Work to be completed
Line count for the string "Nuevo": give the number of lines in the data below that contain it, and nothing more.

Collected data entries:
------------------------
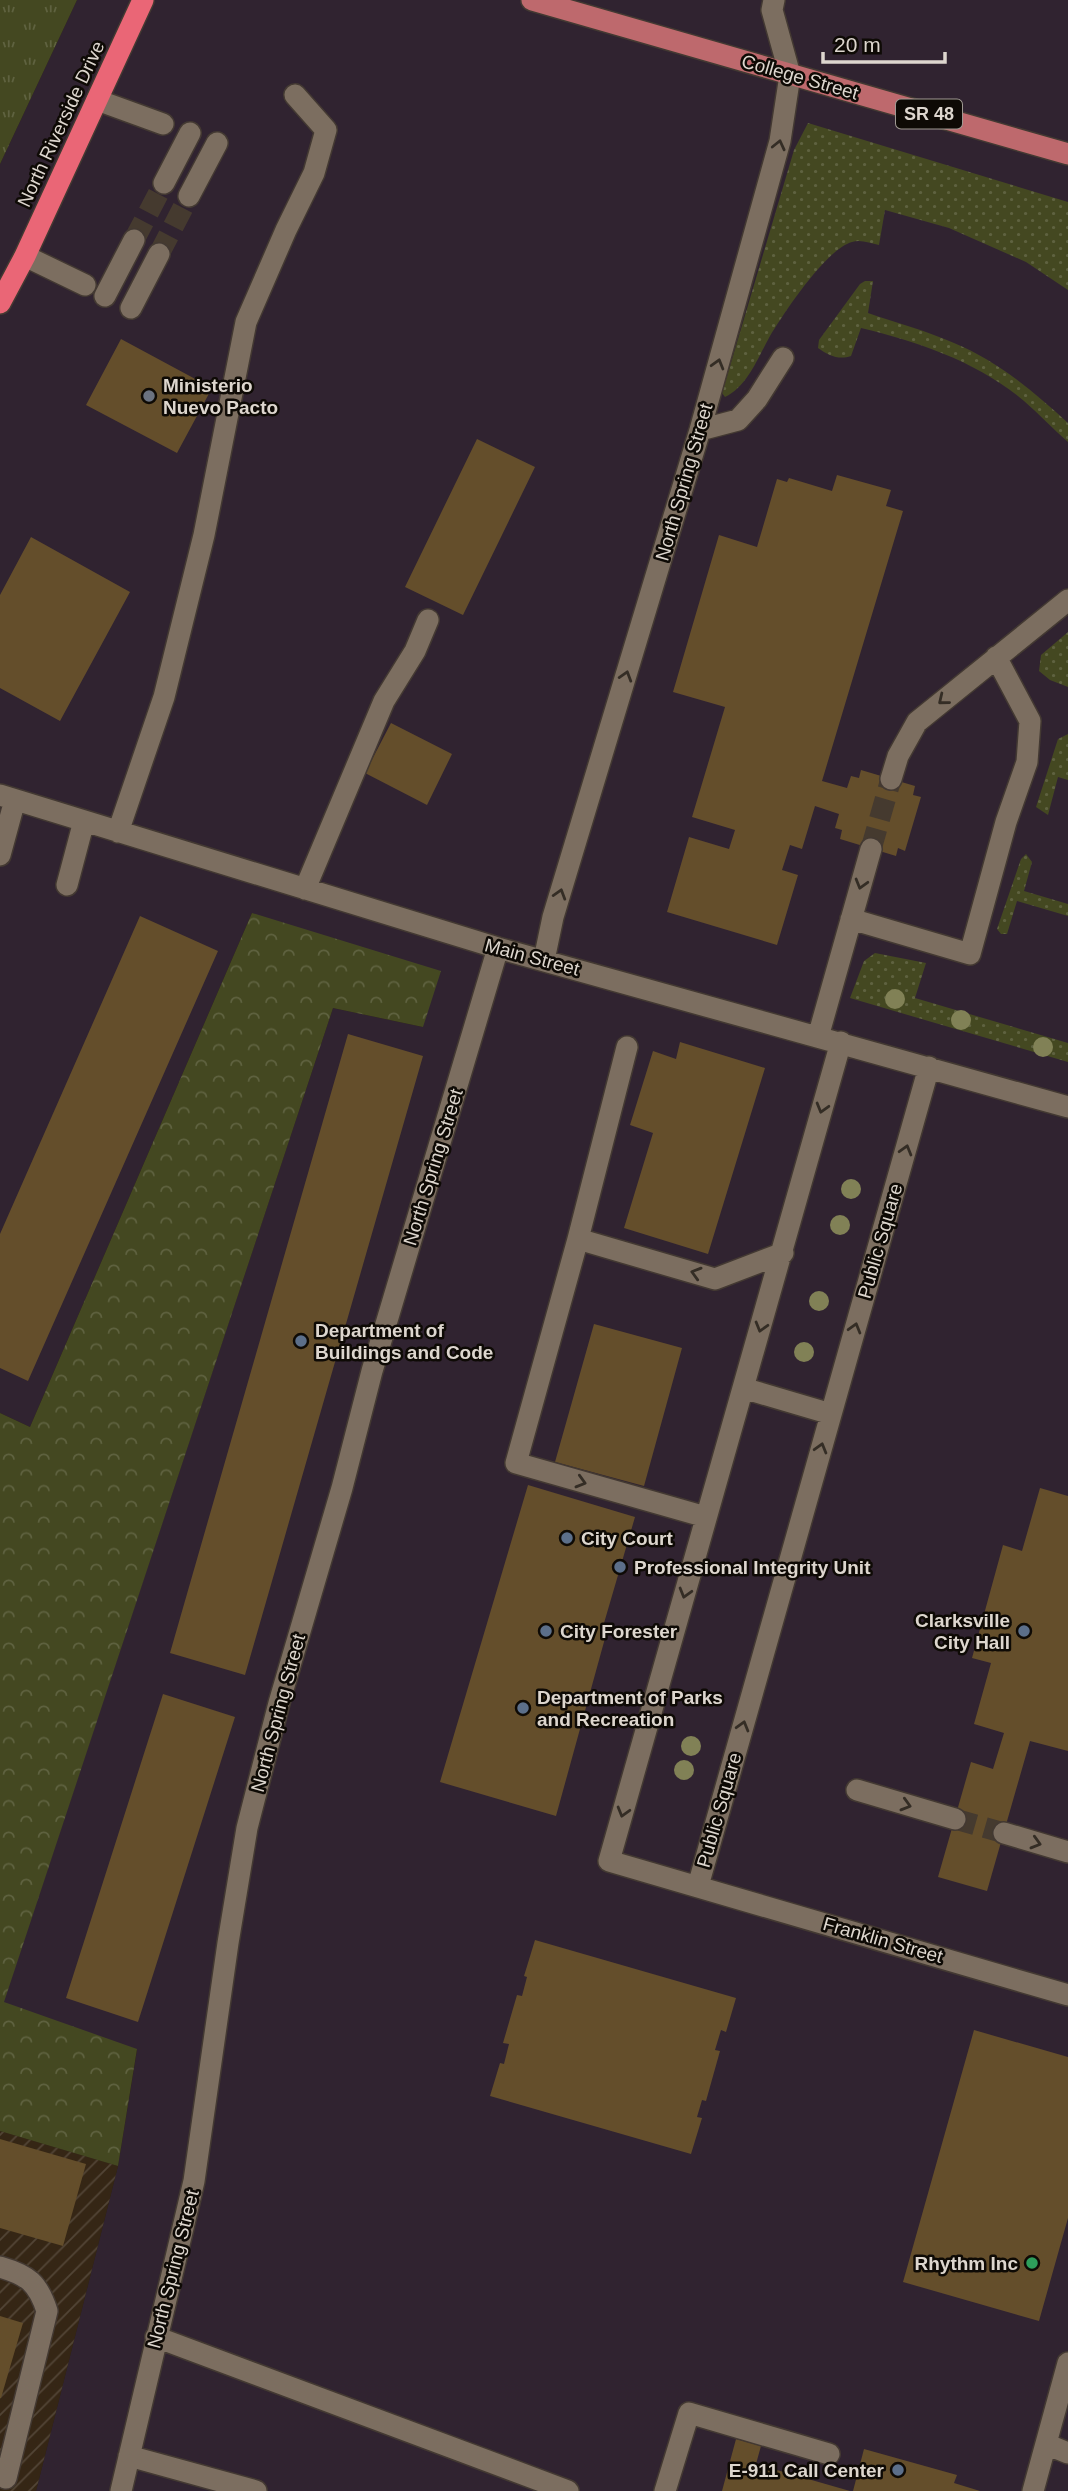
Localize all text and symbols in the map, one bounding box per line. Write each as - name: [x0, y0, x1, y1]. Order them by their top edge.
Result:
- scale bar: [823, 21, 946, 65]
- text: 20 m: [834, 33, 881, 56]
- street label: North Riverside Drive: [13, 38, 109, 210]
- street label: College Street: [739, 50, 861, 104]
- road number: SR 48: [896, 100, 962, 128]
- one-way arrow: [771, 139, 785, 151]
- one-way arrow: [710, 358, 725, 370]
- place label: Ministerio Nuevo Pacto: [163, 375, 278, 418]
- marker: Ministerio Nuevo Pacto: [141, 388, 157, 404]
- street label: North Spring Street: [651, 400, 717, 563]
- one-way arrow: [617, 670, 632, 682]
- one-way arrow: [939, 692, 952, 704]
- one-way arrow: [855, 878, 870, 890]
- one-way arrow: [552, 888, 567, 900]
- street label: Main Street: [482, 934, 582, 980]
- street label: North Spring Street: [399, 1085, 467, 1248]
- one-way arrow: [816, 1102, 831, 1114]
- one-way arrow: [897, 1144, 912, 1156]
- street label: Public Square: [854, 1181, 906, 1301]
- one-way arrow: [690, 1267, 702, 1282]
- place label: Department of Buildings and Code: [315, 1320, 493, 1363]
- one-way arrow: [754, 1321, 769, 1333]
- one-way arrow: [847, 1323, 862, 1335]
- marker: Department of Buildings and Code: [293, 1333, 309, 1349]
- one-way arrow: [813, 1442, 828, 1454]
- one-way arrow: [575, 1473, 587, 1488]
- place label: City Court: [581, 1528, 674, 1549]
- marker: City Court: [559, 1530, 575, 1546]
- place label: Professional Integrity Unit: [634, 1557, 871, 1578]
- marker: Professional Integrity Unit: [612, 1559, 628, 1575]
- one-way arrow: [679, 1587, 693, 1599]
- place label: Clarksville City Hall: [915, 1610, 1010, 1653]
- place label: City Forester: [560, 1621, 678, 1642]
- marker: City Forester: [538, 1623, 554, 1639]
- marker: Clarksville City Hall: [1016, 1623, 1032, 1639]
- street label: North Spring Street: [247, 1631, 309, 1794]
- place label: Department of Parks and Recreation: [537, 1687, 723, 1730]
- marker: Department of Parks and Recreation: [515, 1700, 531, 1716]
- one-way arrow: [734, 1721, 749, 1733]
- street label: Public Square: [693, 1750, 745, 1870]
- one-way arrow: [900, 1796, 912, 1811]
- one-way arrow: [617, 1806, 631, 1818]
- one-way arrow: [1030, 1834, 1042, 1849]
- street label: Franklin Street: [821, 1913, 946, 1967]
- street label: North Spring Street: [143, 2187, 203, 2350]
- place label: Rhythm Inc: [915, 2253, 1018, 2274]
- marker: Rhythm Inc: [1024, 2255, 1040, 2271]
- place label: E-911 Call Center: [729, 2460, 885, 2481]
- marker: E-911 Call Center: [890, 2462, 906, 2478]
------------------------
Written response
2